2. Why is suicide such a taboo subject in our society? Awareness and openness to talk about it has come a long way but just as with other mental/emotional health topics, there's still a stigma attached. How many people might be more willing to reach out for help if they didn't feel like they'd be labeled or something?

The bottom line for me is this: if someone you know says they are thinking of hurting or killing themselves, do something about it. I had a situation where a friend of mine and my husband's said she was having suicidal ideations. My husband took her to the hospital. She told the docs he misunderstood. I went and told the docs otherwise and a lot of backstory that had to do with it. She was mad at us, and we ended up with some trouble she caused for us over it, but I wouldn't change either of our actions.
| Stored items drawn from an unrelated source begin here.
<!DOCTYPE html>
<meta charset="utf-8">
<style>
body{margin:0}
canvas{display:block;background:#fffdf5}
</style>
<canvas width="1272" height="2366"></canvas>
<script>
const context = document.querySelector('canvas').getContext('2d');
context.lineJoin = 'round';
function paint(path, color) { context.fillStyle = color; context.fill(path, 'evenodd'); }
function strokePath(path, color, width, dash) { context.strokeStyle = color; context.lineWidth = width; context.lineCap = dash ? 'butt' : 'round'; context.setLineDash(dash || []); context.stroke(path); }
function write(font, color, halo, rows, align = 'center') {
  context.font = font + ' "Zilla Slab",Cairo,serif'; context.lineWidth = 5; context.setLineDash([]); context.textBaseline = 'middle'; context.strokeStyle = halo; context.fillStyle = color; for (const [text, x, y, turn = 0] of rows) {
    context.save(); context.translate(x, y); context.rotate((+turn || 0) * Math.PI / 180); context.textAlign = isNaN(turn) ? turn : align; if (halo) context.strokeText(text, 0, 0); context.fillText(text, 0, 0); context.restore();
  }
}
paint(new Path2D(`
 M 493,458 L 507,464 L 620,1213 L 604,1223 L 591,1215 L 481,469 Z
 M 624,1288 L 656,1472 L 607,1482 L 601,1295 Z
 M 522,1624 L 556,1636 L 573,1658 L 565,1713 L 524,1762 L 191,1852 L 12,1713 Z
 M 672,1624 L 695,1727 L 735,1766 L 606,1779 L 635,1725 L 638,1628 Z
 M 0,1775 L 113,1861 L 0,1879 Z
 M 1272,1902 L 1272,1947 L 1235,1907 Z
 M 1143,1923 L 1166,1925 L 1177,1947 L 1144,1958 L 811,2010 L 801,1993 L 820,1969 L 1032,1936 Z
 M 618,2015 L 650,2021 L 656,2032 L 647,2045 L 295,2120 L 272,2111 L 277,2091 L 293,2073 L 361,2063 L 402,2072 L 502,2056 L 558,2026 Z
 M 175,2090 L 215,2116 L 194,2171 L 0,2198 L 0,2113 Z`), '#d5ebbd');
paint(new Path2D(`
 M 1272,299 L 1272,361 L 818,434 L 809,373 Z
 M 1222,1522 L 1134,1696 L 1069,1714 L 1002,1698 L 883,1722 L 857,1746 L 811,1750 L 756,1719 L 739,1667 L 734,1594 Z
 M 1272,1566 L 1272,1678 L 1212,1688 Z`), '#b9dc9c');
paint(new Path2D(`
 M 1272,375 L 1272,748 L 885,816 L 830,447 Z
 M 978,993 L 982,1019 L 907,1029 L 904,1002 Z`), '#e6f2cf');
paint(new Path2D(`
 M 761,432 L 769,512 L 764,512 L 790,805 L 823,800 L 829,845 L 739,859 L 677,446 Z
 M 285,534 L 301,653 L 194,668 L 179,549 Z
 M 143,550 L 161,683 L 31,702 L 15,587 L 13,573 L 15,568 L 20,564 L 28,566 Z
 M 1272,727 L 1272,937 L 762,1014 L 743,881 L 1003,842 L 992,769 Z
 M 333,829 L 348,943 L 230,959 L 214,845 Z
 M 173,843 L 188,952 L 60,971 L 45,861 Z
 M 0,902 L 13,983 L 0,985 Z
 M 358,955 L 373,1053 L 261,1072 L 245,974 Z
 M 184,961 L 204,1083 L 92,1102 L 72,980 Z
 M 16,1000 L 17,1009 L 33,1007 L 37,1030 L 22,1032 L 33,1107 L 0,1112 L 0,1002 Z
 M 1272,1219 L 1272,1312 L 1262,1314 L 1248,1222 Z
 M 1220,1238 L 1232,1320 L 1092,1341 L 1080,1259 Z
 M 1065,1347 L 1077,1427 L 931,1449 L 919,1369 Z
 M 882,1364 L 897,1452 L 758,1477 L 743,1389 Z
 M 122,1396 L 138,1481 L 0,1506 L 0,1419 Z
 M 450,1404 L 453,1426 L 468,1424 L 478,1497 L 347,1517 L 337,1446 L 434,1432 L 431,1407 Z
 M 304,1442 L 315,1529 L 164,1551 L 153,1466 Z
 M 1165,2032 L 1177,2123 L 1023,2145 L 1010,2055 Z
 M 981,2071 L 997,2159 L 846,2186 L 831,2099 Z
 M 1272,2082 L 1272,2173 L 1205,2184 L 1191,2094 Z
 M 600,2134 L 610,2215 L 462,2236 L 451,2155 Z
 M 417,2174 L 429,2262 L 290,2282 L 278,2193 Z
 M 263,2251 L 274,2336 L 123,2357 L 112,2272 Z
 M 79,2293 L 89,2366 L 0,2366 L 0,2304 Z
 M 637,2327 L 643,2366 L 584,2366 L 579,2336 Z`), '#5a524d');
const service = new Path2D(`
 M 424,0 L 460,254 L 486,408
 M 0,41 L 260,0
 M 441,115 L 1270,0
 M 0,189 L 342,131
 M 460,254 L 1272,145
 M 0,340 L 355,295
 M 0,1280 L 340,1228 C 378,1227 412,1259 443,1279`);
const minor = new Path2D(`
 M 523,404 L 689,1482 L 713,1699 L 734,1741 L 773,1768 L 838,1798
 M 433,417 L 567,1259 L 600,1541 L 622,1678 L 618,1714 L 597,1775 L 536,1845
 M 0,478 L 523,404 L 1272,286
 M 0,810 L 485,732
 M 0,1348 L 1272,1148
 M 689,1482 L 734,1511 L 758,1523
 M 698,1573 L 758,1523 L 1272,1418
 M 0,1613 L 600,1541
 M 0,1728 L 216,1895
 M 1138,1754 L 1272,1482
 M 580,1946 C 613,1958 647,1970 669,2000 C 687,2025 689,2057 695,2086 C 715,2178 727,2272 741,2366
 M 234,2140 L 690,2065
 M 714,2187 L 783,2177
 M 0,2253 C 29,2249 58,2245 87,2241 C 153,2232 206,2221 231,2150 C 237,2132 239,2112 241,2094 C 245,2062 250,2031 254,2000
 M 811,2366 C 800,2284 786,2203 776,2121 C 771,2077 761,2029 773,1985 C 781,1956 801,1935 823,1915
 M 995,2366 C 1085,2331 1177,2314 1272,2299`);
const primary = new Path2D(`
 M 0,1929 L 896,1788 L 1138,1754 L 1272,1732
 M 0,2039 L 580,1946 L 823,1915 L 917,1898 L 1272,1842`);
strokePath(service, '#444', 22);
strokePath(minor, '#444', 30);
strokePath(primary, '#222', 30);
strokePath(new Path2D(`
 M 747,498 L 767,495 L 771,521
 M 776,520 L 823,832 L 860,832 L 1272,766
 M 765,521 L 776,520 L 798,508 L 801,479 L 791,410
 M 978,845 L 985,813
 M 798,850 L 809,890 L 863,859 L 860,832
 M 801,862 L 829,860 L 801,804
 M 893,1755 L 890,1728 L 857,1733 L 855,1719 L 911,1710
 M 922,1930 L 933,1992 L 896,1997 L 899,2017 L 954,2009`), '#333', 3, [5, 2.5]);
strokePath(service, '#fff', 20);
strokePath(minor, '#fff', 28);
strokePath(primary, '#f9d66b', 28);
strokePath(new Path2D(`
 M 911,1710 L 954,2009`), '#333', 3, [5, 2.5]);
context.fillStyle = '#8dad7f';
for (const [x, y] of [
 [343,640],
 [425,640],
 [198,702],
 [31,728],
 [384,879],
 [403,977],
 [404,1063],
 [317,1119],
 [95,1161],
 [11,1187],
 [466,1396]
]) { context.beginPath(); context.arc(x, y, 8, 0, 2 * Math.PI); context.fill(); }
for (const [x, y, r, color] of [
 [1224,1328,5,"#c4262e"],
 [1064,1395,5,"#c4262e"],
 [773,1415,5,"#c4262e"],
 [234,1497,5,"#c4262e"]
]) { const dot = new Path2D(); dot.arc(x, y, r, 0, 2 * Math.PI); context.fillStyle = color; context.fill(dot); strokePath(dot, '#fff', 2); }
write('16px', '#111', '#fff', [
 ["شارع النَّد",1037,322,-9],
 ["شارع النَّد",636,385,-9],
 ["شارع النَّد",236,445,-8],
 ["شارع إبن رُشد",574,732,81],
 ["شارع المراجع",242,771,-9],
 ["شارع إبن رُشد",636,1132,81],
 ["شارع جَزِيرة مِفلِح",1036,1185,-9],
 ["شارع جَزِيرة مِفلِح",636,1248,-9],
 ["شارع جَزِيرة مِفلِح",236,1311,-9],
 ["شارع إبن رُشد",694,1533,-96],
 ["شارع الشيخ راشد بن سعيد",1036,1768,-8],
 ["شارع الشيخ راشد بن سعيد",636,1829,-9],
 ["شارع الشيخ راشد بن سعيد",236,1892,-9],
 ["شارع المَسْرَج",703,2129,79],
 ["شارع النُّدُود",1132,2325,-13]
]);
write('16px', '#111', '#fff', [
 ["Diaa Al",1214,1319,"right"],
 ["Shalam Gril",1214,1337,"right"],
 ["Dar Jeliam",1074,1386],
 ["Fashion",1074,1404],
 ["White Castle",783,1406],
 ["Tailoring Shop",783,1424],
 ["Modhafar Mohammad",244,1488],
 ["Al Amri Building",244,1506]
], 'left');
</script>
We did the right thing. Do the right thing, even if you know you'll catch backlash over it. It's called integrity.

If you are the person who is thinking of hurting or killing yourself, please don't. Know that you are not alone, that there is help, that there is hope. Go to the emergency room, call 911, call a helpline. I'll post some links to some resources.
http://psychcentral.com/helpme.htm
http://www.suicidepreventionlifeline.org/
http://www.hopeline.com/
http://suicidehotlines.com/national.html
http://samaritanshope.org/

1-800-273-TALK (8255)



Something else to be aware of before I sign off: suicidal ideations can be caused by underlying medical issues, such as thyroid deficiencies or a pulmonary embolism. It's not always the result of "only" a mental/emotional health issue.

This week, make an effort to reach out to someone who is hurting. You could be the hand that saves them. If you're the one who is hurting, please don't be afraid to reach out to ask for help. The world is a better place with you in it. I mean that.